Going Long with Big Data

Stephen DeAngelis

February 19, 2013

Applied mathematician and network scientist Samuel Arbesman, a senior scholar at the Ewing Marion Kauffman Foundation and a fellow at the Institute for Quantitative Social Science at Harvard University, offers a unique take on the subject of big data. He claims that we should stop admiring how much new data we can accumulate and concentrate more of our attention on data sets that go back further in time. He wants us to appreciate history. “Our species can’t seem to escape big data,” he writes. “We have more data inputs, storage, and computing resources than ever, so Homo sapiens naturally does what it has always done when given new tools: It goes even bigger, higher, and bolder. We did it in buildings and now we’re doing it in data.” [“Stop Hyping Big Data and Start Paying Attention to ‘Long Data’,” Wired, 29 January 2013] It’s hard to argue with Arbesman that we humans have a tendency to super-size things. If you don’t believe it, read my post entitled The Supersized Supply Chain.

Arbesman isn’t arguing that we should downsize. In fact, he acknowledges, “Big data is a powerful lens — some would even argue a liberating one — for looking at our world. Despite its limitations and requirements, crunching big numbers can help us learn a lot about ourselves.” His concern is that we seem to be accepting the notion that big data represents all data. It’s doesn’t. “No matter how big that data is or what insights we glean from it,” he writes, “it is still just a snapshot: a moment in time. That’s why I think we need to stop getting stuck only on big data and start thinking about long data.” He explains:

“By ‘long’ data, I mean datasets that have massive historical sweep — taking you from the dawn of civilization to the present day. The kinds of datasets you see in Michael Kremer’s ‘Population growth and technological change: one million BC to 1990,’which provides an economic model tied to the world’s population data for a million years; or in Tertius Chandler’s Four Thousand Years of Urban Growth, which contains an exhaustive dataset of city populations over millennia. These datasets can humble us and inspire wonder, but they also hold tremendous potential for learning about ourselves.”

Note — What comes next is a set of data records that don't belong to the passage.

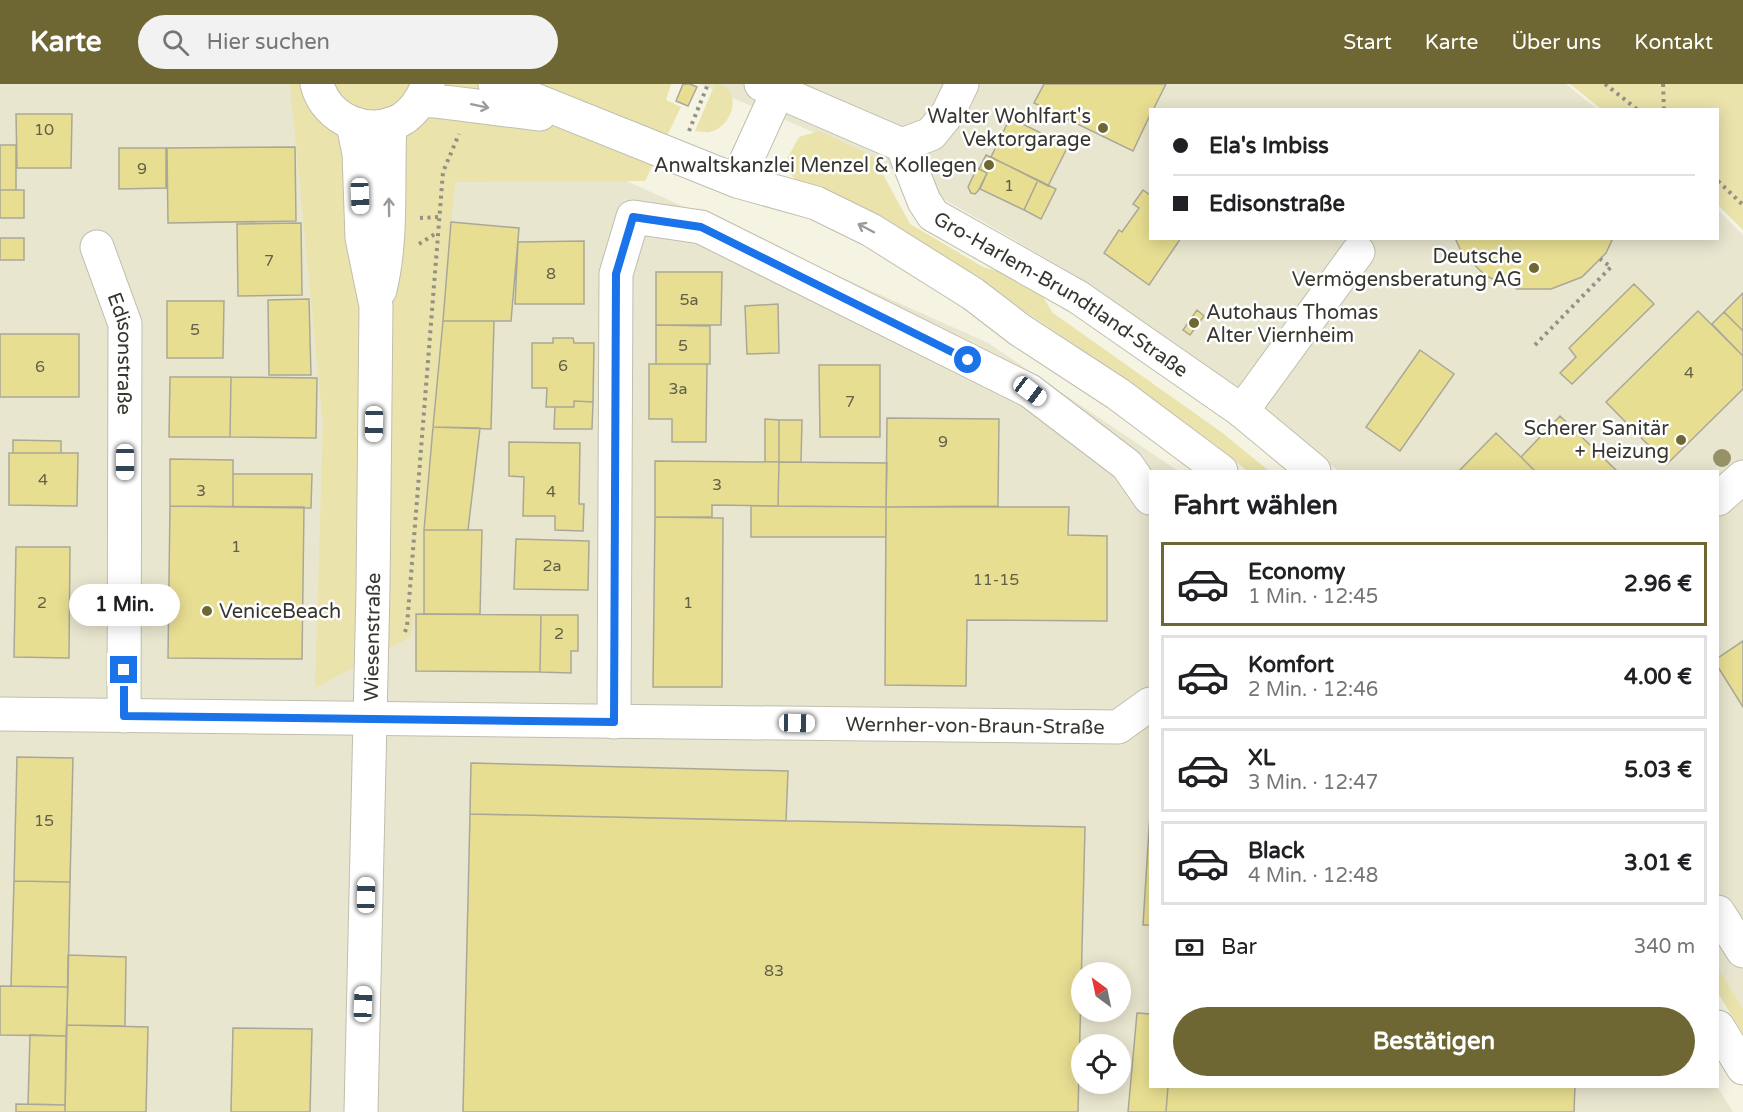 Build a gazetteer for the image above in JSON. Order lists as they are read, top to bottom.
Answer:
{
  "streets": {
    "street": [
      "Gro-Harlem-Brundtland-Straße",
      "Edisonstraße",
      "Wiesenstraße",
      "Wernher-von-Braun-Straße"
    ]
  },
  "crossings": [
    ["Edisonstraße", "Wernher-von-Braun-Straße"],
    ["Wiesenstraße", "Wernher-von-Braun-Straße"]
  ],
  "places": [
    "Walter Wohlfart's Vektorgarage",
    "Anwaltskanzlei Menzel & Kollegen",
    "Deutsche Vermögensberatung AG",
    "Autohaus Thomas Alter Viernheim",
    "Scherer Sanitär + Heizung",
    "VeniceBeach"
  ],
  "house_numbers": [
    "10",
    "9",
    "1",
    "7",
    "8",
    "5a",
    "5",
    "5",
    "6",
    "6",
    "4",
    "3a",
    "7",
    "9",
    "4",
    "3",
    "3",
    "4",
    "1",
    "2a",
    "11-15",
    "2",
    "1",
    "2",
    "15",
    "83"
  ],
  "north": "top left",
  "page": {
    "header": "Karte",
    "search": "Hier suchen",
    "nav": [
      "Start",
      "Karte",
      "Über uns",
      "Kontakt"
    ],
    "banner": ["Ela's Imbiss", "Edisonstraße"],
    "heading": "Fahrt wählen",
    "list": [
      {
        "name": "Economy",
        "note": "1 Min. · 12:45",
        "value": "2.96 €"
      },
      {
        "name": "Komfort",
        "note": "2 Min. · 12:46",
        "value": "4.00 €"
      },
      {
        "name": "XL",
        "note": "3 Min. · 12:47",
        "value": "5.03 €"
      },
      {
        "name": "Black",
        "note": "4 Min. · 12:48",
        "value": "3.01 €"
      }
    ],
    "bubble": "1 Min.",
    "pay": ["Bar", "340 m"],
    "buttons": "Bestätigen"
  }
}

In that respect, Arbesman agrees with futurist Peter Schwartz who argues that we need to master “the art of the long view.” Whereas, Schwartz insists that companies need to contemplate events that could take place well into the future, Arbesman argues that we can learn from things that have occurred well into the past. He writes, “Because as beautiful as a snapshot is, how much richer is a moving picture, one that allows us to see how processes and interactions unfold over time?” Arbesman believes that the past is a prelude to the future. He explains:

“We’re a species that evolves over ages — not just short hype cycles — so we can’t ignore datasets of long timescale. They offer us much more information than traditional datasets of big data that only span several years or even shorter time periods. Why does the time dimension matter if we’re only interested in current or future phenomena? Because many of the things that affect us today and will affect us tomorrow have changed slowly over time: sometimes over the course of a single lifetime, and sometimes over generations or even eons. Datasets of long timescales not only help us understand how the world is changing, but how we, as humans, are changing it — without this awareness, we fall victim to shifting baseline syndrome. This is the tendency to shift our ‘baseline,’ or what is considered ‘normal’ — blinding us to shifts that occur across generations (since the generation we are born into is taken to be the norm).”

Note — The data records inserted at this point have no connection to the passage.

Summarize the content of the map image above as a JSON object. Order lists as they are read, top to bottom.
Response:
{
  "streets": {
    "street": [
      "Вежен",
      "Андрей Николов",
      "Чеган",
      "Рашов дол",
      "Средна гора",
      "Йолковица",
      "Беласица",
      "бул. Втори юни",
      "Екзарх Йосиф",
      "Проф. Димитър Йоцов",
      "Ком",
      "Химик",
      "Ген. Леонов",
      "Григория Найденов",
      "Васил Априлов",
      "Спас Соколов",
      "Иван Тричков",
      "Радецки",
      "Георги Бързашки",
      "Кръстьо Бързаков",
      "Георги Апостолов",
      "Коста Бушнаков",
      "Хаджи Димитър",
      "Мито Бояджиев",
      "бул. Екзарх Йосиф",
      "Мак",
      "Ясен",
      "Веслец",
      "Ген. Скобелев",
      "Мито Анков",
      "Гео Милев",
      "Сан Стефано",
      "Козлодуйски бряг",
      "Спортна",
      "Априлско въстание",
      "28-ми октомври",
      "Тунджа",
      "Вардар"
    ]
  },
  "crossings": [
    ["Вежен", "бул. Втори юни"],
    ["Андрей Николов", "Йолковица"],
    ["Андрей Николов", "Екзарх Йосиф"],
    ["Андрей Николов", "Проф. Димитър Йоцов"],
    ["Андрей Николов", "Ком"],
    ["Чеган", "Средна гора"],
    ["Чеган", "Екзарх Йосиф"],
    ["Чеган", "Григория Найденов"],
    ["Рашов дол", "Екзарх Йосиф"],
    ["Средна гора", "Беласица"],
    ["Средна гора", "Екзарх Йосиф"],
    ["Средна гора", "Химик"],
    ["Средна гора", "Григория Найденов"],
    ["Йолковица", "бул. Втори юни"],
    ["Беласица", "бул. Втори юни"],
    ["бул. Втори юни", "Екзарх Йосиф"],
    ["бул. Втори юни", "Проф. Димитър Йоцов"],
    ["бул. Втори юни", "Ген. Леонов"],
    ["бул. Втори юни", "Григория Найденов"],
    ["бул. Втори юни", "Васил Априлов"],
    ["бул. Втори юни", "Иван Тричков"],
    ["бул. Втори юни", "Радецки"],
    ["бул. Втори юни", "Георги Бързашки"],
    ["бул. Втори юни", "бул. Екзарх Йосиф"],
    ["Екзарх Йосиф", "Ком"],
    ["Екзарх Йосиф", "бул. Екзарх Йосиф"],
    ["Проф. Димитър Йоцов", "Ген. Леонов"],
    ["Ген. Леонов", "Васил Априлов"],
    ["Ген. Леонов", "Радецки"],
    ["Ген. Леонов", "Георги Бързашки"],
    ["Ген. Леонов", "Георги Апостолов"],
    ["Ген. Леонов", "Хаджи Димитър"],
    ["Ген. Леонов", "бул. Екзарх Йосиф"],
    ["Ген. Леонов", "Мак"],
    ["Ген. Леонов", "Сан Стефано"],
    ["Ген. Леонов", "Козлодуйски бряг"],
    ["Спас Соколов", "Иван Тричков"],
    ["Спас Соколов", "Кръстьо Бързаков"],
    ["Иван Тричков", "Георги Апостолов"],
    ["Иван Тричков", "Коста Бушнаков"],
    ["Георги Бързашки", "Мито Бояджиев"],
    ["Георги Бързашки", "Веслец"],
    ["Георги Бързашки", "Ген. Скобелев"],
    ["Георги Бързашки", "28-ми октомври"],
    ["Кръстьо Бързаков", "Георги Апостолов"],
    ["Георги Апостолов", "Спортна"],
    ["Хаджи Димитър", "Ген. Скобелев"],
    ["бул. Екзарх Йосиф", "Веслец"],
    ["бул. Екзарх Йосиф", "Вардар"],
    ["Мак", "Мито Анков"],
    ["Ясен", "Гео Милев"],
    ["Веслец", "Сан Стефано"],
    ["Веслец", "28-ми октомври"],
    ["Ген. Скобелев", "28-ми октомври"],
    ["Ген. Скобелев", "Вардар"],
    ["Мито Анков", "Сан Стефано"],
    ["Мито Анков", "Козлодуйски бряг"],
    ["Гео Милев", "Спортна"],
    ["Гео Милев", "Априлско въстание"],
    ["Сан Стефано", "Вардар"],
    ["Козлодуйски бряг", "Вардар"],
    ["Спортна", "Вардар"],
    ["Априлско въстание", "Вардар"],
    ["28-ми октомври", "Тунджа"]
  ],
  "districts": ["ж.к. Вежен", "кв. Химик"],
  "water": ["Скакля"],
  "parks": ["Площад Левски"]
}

Before continuing with Arbesman’s arguments about why we need to spend more time analyzing long data, I need to point out the obvious. Some of the insights that businesses want to gain from big data have little to no history to draw upon (like insights that can be obtained from social media databases). Arbesman undoubtedly agrees that such insights are useful for business purposes, but he is concerned about larger social and environmental issues that could have dramatic impact on the world as a whole. He continues:

“Shifting baselines have been cited, for example, as the reason why cod vanished off the coast of the Newfoundland: overfishing fishermen failed to see the slow, multi-generational loss of cod since the population decrease was too slow to notice in isolation. ‘It is blindness, stupidity, intergeneration data obliviousness,’ Paul Kedrosky, writing for Edge, argued, further noting that our ‘data inadequacy … provides dangerous cover for missing important longer-term changes in the world around us.’ So we need to add long data to our big data toolkit. But don’t assume that long data is solely for analyzing ‘slow’ changes. Fast changes should be seen through this lens, too — because long data provides context. Of course, big datasets provide some context too. We know for example if something is an aberration or is expected only after we understand the frequency distribution; doing that analysis well requires massive numbers of datapoints. Big data puts slices of knowledge in context. But to really understand the big picture, we need to place a phenomenon in its longer, more historical context.”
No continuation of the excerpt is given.